Okay, okay. So we’re not going to eradicate that! Now you could say, now, because you entitled your book interestingly the title—we should just point this out—is that this is your brain and birth control: the surprising science of women’s hormones and the law of unintended consequences.
Okay, let’s concentrate on that last part a bit: that law of unintended consequences. Because it isn’t obvious to me, and I think this is implicit in your book, if the birth control pill is a biological mutation that exceeds the development of the hydrogen bomb in terms of its explosive consequences, it could easily be that the unintended consequences will swamp the benefits.
Now the benefit—let’s investigate this as thoroughly as we can. The benefit is that women are no longer prey to the terrifying consequences of sexual interaction, right?
Okay, but also more so, and that sounds small right now, and in some ways it doesn’t sound small because—you know women not being prey to sexual behavior is obviously a big problem, and that’s great that women don’t have to worry about that—but more than anything, in my view, the thing that’s been most important and sort of groundbreaking about the birth control pill and having reliable contraception is that it’s allowed women to plan!
Okay, so let me ask you about that because I’m not so sure about that!
Okay, so—
So, well, it's not something I want to toss away because obviously the problem of birth control is a walloping problem! Yes?
Okay, so we’re not going to underestimate the complexity of that problem. It’s the complexity of reproduction, and so—but, so here’s a statistic.
Okay, now half of all 30-year-old women in the West are without children, okay? Half of them will never have a child.
So that’s 25% of women, and 90% of them will regret. So now we have a situation—now imagine this propagating across the decades—we have a situation now where one in five women will be involuntarily childless.

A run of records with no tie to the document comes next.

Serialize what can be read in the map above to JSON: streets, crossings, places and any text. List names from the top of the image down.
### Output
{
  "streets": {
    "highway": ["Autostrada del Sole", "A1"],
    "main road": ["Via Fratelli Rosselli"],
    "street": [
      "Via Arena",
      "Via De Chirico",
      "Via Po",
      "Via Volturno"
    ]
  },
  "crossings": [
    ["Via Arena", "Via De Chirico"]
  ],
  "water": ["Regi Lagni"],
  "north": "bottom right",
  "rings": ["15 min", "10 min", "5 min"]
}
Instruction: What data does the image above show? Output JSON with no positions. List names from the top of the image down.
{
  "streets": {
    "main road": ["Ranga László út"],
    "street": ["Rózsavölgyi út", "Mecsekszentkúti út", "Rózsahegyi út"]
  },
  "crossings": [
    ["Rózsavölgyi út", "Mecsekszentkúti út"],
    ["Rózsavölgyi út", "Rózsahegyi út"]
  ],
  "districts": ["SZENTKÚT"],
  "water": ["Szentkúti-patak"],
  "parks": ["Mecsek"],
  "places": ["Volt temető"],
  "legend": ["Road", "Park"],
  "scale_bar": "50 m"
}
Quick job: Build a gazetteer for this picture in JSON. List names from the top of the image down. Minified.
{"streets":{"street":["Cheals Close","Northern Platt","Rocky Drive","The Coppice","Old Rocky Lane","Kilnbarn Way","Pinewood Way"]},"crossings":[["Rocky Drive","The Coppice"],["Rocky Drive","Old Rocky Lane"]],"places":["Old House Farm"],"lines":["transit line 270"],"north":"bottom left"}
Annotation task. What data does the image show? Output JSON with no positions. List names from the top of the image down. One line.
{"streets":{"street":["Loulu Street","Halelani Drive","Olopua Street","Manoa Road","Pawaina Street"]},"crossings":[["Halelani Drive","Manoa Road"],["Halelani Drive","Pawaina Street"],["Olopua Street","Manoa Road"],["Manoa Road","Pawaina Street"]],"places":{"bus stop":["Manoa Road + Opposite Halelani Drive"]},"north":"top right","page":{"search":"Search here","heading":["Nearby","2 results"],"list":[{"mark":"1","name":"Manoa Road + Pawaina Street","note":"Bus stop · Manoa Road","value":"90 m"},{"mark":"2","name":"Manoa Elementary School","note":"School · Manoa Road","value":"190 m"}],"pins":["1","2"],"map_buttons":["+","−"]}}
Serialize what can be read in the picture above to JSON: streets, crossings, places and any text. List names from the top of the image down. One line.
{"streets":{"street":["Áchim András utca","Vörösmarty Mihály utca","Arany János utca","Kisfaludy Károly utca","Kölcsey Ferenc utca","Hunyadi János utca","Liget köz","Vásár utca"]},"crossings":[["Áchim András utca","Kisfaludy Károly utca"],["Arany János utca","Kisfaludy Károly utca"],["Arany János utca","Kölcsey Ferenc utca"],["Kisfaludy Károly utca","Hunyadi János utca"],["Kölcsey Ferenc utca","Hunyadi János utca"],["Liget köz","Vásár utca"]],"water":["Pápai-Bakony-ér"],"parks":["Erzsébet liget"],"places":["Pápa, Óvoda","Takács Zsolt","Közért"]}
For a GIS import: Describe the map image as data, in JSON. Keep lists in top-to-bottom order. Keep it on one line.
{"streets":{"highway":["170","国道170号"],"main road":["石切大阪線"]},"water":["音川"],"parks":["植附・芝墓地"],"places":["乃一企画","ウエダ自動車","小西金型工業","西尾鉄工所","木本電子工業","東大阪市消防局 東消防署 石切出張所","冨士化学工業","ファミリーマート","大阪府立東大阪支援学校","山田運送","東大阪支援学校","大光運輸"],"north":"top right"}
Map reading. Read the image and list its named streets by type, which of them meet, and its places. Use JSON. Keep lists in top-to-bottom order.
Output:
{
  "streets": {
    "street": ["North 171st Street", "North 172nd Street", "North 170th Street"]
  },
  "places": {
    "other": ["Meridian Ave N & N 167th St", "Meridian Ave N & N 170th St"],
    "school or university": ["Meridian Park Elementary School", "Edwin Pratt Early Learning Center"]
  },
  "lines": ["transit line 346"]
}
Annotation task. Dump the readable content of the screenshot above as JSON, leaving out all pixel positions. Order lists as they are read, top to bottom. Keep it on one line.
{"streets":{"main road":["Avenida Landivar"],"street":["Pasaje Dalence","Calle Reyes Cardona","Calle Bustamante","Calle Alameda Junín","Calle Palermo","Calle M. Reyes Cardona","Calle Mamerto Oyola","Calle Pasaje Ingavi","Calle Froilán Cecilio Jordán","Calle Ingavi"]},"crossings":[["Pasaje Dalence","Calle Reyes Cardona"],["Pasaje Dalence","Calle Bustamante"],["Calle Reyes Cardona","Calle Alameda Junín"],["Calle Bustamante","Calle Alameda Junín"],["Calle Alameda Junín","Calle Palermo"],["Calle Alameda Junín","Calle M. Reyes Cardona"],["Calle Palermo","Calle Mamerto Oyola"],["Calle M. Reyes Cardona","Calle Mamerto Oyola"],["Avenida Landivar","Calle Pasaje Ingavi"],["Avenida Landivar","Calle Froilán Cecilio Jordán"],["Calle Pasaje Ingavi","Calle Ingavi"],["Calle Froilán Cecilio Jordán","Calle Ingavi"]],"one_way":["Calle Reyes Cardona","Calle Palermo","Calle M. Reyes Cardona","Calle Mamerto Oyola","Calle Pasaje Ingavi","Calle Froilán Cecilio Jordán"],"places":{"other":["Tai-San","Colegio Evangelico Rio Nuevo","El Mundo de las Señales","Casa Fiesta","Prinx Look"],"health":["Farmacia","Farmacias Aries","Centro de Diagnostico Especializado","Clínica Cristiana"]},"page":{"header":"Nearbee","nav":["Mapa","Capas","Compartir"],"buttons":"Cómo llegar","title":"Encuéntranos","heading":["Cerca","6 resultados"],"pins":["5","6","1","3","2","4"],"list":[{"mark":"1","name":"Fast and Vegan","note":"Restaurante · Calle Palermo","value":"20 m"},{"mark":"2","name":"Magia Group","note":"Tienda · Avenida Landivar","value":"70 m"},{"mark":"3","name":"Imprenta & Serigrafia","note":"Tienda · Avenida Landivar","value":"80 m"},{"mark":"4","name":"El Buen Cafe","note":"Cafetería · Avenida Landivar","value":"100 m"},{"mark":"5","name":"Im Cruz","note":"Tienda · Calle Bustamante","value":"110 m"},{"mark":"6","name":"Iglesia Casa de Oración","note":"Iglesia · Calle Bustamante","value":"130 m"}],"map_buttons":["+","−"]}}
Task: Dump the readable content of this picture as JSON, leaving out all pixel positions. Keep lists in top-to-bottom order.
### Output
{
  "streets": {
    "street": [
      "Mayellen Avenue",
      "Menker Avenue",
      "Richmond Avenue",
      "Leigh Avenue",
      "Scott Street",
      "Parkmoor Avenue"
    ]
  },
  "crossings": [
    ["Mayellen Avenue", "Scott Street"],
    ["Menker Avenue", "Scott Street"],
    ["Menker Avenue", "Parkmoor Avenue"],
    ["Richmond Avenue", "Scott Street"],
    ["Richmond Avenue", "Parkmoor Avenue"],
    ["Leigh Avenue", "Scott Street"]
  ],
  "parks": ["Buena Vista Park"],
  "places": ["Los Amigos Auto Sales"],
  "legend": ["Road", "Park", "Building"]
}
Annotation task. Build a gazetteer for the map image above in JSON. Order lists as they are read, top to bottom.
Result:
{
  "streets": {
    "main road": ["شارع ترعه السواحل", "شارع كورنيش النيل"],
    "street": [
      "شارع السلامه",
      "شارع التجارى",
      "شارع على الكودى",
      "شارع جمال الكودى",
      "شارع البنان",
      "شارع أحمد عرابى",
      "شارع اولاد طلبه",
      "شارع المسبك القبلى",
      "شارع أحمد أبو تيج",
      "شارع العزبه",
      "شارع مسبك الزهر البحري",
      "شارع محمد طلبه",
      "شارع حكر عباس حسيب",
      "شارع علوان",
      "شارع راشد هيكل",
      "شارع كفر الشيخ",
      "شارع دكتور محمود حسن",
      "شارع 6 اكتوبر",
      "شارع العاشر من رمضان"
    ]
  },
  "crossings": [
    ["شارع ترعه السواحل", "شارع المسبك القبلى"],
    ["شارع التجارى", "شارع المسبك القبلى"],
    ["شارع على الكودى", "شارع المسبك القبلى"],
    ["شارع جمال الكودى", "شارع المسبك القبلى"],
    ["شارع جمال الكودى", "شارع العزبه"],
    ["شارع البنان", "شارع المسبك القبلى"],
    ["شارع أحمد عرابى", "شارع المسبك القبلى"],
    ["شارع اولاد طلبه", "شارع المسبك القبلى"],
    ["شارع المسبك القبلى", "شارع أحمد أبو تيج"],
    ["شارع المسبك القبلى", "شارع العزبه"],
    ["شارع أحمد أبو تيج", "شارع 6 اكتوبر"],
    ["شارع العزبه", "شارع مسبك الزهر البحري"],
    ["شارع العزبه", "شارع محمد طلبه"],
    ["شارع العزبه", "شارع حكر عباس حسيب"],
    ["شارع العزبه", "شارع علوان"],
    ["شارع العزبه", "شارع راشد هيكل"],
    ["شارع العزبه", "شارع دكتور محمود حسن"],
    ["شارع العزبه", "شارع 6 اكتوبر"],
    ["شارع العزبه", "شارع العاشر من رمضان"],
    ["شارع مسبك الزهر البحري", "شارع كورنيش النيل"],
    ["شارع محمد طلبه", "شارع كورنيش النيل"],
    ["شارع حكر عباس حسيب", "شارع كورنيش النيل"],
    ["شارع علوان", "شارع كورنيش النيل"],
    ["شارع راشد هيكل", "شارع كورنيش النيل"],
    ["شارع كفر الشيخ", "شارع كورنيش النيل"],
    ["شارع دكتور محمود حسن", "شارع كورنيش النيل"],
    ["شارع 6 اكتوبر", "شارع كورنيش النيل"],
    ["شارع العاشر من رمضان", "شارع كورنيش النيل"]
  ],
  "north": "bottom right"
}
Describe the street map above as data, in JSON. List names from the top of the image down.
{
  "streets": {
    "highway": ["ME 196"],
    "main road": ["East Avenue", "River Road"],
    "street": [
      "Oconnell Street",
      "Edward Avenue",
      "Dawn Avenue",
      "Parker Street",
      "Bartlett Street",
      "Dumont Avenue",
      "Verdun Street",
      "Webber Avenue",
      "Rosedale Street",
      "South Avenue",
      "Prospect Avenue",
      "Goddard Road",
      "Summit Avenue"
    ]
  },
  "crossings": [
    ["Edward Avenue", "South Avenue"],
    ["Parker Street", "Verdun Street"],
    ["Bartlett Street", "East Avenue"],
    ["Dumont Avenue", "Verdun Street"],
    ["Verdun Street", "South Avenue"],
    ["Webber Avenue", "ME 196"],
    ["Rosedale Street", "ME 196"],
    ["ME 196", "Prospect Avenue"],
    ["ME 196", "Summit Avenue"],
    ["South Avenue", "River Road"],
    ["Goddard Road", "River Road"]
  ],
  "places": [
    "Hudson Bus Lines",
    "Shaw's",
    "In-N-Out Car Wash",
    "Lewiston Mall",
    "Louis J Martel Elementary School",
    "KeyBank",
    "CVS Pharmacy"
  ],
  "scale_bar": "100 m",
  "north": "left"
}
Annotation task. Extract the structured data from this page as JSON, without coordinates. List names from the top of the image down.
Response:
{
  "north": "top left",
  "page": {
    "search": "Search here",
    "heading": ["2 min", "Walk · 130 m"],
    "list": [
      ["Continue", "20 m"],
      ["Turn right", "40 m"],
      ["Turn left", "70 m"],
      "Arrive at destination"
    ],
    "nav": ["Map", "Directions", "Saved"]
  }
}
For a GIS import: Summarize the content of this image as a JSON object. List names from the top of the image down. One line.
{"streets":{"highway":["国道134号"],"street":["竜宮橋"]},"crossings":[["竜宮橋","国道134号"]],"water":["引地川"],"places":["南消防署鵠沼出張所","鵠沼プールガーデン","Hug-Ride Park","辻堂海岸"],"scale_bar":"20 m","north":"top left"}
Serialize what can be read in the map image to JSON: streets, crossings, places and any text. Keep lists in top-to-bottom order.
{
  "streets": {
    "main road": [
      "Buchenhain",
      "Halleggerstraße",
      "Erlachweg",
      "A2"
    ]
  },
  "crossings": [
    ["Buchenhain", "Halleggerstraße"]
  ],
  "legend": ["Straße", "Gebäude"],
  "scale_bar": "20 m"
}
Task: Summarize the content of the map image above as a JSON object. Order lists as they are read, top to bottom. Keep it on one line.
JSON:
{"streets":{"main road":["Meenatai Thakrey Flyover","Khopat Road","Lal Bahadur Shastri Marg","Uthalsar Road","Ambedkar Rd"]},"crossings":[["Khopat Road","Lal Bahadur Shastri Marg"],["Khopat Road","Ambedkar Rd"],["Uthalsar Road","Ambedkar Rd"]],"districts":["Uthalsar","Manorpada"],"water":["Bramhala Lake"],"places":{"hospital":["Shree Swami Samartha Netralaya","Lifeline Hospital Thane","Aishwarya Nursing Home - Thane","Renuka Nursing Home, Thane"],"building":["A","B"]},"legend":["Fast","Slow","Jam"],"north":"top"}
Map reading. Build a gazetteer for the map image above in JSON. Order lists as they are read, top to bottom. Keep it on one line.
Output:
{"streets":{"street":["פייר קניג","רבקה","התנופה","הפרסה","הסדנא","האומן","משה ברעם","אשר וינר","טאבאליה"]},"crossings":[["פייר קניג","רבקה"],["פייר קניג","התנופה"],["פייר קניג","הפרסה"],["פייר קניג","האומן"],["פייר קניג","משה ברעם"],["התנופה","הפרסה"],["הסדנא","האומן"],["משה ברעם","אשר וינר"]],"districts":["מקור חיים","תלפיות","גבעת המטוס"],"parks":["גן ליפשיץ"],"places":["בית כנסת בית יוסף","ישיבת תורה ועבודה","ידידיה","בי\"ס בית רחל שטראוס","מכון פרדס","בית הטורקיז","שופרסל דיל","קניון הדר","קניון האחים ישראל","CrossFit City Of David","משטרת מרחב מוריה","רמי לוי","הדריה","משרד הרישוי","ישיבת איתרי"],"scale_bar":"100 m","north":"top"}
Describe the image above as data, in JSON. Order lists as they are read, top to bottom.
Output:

Right, and that means, that means from the time from 30 onward for 60 years alone. Right?
Right, okay, now that's a walloping cost for 20% of women—and they’re just the women who have it the worst. Now—now we can set that against the fact that women are much more educated and they’re much more autonomous, and the whole human race now has access to the intellectual capacity of women in a way that just wasn't possible, say, before the 1960s.
We know that women’s educational attainment is the best predictor of their children’s educational attainment after you factor in IQ. We know that the countries that prioritize women’s rights are the countries that are most likely to develop economically.
So there seems to be a huge benefit in the general emancipation of women, but the costs are overwhelming, and it looks to me like they're mounting. You know, because you also see, I think it’s now 30% of Japanese people under the age of 30 are virginal and the amount of sex that young people in the West are having, right?
At least actual sex is plummeting, and it's harder and harder for women to find a long-term relationship.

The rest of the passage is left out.